Have you ever done a side by side with a mere mortal light like a HF HID to give an idea of how much more awsome it is? I'd love to see one of those.

Love those pics :goodjob:


----------



## lotsalumens (Aug 12, 2006)

Hi Steve,

Glad you enjoyed the photos! Funny you mentioned a showdown. I was actually thinking of pitting the VSS-3 against my 35/50w HID modified 15mcp Thor and my X990. The HID Thor on 35w should be comparable to the HF. Perhaps I'll try that tonight. The beam from the VSS-3 is such a pinpoint compared to those two that getting the exposure right may prove interesting. We'll see what happens!


Charles


----------



## tvodrd (Aug 12, 2006)

:thumbsup: Charles! I'm _considering_ dragging mine to the Phoenix get-together next weekend. 

Larry


----------



## lotsalumens (Aug 12, 2006)

Go for it!!! 

...and thanks again for re-machining the connector ring going to the light!

Thanks to Larry's excellent machining skills my cable now locks onto the light instead of being friction fit.


Charles


----------



## SmithB (Aug 12, 2006)

That's pretty cool, I guess...I mean...it's no Maglite, but whatareyagonna do?
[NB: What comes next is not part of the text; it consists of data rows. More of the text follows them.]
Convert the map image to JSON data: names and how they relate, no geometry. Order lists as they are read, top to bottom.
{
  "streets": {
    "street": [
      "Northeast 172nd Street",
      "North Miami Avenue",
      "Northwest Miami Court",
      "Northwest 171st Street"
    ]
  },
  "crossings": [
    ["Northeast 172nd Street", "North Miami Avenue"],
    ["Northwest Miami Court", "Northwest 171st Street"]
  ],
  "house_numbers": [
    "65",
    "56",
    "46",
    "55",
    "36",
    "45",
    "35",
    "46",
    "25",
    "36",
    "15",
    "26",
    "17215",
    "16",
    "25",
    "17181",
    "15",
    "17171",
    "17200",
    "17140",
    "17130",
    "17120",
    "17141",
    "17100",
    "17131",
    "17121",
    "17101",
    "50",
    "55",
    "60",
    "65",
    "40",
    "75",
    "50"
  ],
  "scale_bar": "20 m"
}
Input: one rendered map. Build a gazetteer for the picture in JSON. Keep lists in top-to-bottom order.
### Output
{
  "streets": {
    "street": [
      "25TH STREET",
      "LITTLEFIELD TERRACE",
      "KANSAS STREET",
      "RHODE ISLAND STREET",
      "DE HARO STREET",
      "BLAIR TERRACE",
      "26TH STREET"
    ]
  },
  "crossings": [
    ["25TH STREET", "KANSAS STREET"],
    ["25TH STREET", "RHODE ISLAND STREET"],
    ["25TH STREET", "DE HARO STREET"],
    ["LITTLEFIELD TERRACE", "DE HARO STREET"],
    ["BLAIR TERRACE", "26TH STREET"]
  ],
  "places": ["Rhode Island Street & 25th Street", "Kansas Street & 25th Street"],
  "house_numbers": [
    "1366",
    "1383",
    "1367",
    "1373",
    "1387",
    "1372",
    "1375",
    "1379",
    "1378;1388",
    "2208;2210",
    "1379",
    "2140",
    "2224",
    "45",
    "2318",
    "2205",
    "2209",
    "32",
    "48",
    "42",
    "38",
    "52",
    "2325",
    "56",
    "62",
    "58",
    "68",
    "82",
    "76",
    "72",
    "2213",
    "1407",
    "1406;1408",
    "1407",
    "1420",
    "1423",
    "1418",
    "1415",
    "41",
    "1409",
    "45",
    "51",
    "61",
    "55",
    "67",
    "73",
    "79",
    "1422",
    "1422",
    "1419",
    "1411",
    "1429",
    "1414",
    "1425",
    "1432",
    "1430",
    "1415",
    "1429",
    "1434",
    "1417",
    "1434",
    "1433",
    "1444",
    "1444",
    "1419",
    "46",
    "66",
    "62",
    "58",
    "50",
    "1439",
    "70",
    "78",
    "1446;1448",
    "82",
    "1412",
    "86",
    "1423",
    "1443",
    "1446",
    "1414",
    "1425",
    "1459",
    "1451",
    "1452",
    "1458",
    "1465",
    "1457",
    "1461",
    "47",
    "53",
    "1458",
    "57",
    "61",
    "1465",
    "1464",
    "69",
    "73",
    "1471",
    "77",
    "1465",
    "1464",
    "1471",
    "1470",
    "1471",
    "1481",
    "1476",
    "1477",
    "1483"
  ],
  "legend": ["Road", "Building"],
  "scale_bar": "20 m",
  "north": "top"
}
Seriously though...saw one similar on E-Bay last week. I marked it, but it went more than I would want to spend without all the power related items.

http://cgi.ebay.com/ws/eBayISAPI.dll?ViewItem&ih=009&item=190015543080&rd=1&sspagename=STRK%3AMEWA%3AIT&rd=1


----------



## lotsalumens (Aug 12, 2006)

Yes that is the 2.2kW 230lb version. tvodrd, ShortArc and some others here have those. The tilt swivel on that particular unit is quite nice. Needs a big power supply.


cfb


----------



## lotsalumens (Aug 13, 2006)

Greetings HID enthusiasts,

Here is a shootout between the AN/VSS-3A tank searchlight, a 50 watt HID modified 15mcp Thor, and a 35 watt X990 HID. For anyone just tuning in, the VSS3 is a 1kW xenon short-arc infrared & visible searchlight that was used in tanks & helicopters. It can light things up miles away. This is not a fair shootout by any means, but in the true CPF tradition I felt the need to try it anyway.

First the contenders:






Now the target, in this case an old trailer about 100 yards away:






Now the first set of beamshots using a Nikon D100 set on manual so they are all the same exposure. Not that much difference you say? Ah just wait.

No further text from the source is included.